Some of the most important by-products of the electron transport chain in the mitochondria are reactive oxygen species (mROS). Increased production of ROS can lead to activation of tumorigenic signaling and metabolic reprogramming. This tumorigenic signaling includes mechanisms to prevent imbalances in the production of mROS maintaining redox homeostasis (Sullivan and Chandel, 2014). Emerging evidence shows that control of ROS levels is mediated in part by ncRNAs. One of the first evidence was the cluster miR-17–92, overexpressed in small-cell lung cancer, which reduce DNA damage to a tolerable level and consequently lead to the accumulation of genetic instability (Ebi et al., 2009). miR-141 and miR-200a, contribute to ovarian tumorigenesis by targeting p38α and modulating oxidative stress response in mouse models (Mateescu et al., 2011). In addition, miR-21 and miR-34a promote tumor malignancy by the formation of ROS through the mediation of SOD3 and TNFα expression in cancer cells (Zhang et al., 2012). In medulloblastoma, miR-128a regulates ROS by specific inhibition of the Bmi-1 oncogene, which participates in maintaining mitochondrial function and redox homeostasis (Venkataraman et al., 2010). Let-7a promotes OXPHOS in breast cancer (Serguienko et al., 2015) and hepatocellular carcinoma by directly modulating PDK1, which as mentioned previously, is a negative regulator of OXPHOS activity (Ma et al., 2014). In bladder cancer, the lncRNA UCA1 participates in ROS formation and promotes mitochondrial glutaminolysis by its sponge effect on miR-16 (Li H. J. et al., 2015). SOD2, which has response elements for NF-κB, wipes out the superoxide anion radicals generated by OXPHOS and coverts them into hydrogen peroxide in cancer cells. Although it is know that the lncRNA Lethe prevents binding of NFκB to NFκB response elements resulting in the suppression of SOD2 (Rapicavoli et al., 2013), the impact of Lethe on energetic metabolism of cancer cells is poorly understood.

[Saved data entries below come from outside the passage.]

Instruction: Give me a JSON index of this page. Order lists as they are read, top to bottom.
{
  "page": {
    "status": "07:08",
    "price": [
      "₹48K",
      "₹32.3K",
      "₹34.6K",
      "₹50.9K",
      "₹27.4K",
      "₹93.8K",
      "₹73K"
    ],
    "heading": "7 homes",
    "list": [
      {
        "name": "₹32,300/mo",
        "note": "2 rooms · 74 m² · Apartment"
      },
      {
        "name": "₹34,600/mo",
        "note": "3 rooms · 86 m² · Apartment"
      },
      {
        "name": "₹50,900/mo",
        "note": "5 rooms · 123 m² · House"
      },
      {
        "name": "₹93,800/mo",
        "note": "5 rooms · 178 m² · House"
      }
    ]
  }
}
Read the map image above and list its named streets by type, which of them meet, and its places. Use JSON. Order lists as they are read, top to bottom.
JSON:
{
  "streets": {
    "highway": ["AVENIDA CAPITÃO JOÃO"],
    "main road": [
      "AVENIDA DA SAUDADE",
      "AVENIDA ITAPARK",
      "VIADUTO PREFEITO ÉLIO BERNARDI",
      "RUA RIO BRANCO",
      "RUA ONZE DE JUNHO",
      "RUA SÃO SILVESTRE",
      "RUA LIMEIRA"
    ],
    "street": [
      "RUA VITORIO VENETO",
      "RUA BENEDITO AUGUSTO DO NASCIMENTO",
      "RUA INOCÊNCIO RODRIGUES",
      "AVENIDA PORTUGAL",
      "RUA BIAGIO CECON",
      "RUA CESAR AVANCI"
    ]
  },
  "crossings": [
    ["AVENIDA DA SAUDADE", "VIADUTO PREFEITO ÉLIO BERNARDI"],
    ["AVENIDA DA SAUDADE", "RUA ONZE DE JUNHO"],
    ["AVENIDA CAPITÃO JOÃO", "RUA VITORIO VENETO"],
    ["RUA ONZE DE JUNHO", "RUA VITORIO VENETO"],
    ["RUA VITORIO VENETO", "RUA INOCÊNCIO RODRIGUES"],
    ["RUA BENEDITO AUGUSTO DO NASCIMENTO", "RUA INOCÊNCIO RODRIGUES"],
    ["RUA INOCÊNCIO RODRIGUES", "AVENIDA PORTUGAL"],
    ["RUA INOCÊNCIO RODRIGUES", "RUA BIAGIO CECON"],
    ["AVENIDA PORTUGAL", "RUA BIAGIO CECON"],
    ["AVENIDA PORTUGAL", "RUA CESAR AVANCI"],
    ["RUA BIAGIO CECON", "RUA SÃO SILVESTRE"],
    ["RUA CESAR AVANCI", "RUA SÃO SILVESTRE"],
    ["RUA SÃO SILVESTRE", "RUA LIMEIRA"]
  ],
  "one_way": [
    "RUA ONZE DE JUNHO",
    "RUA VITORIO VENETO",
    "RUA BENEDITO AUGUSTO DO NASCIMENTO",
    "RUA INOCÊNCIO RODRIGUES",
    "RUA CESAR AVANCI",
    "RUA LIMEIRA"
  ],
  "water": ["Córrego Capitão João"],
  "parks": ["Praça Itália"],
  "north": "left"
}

Apart from glucose, cancer cells exhibit increased glutamine intake and glutamine metabolism (glutaminolysis). The accelerated glutamine metabolism provides enough substrate to increase lipogenesis and nucleic acid biosynthesis, necessary for the proliferative phenotype of the cancer cells (Gao et al., 2009). Of particular importance, mitochondrial enzymes participate in the metabolism of glutamine and other metabolites (glutamate, proline, aspartate, and alanine) as part of the tumor programs (Dang, 2010). One of the major regulators of glutaminolysis is MYC. Along the same line the suppression of miR-23A/B by MYC enhances mitochondrial glutaminase expression and glutamine metabolism in prostate cancer (Gao et al., 2009). Additionally, the deregulation of the HOTTIP lncRNA by miR-192 and miR-204 can produce an abnormal glutaminolysis through positive regulation of GLS1 in hepatocellular tumors (Ge et al., 2015). Furthermore, the CCAT2 lncRNA modulates GSL alternative splicing through an allele-specific regulatory mechanism (Redis et al., 2016). Moreover, in bladder cancer cells the UCA1 lncRNA promotes glutamine metabolism through its sponge function over miR-16, allowing the expression of GLS2, enzyme that participates in the hydrolysis of glutamine to glutamate (Li H. J. et al., 2015).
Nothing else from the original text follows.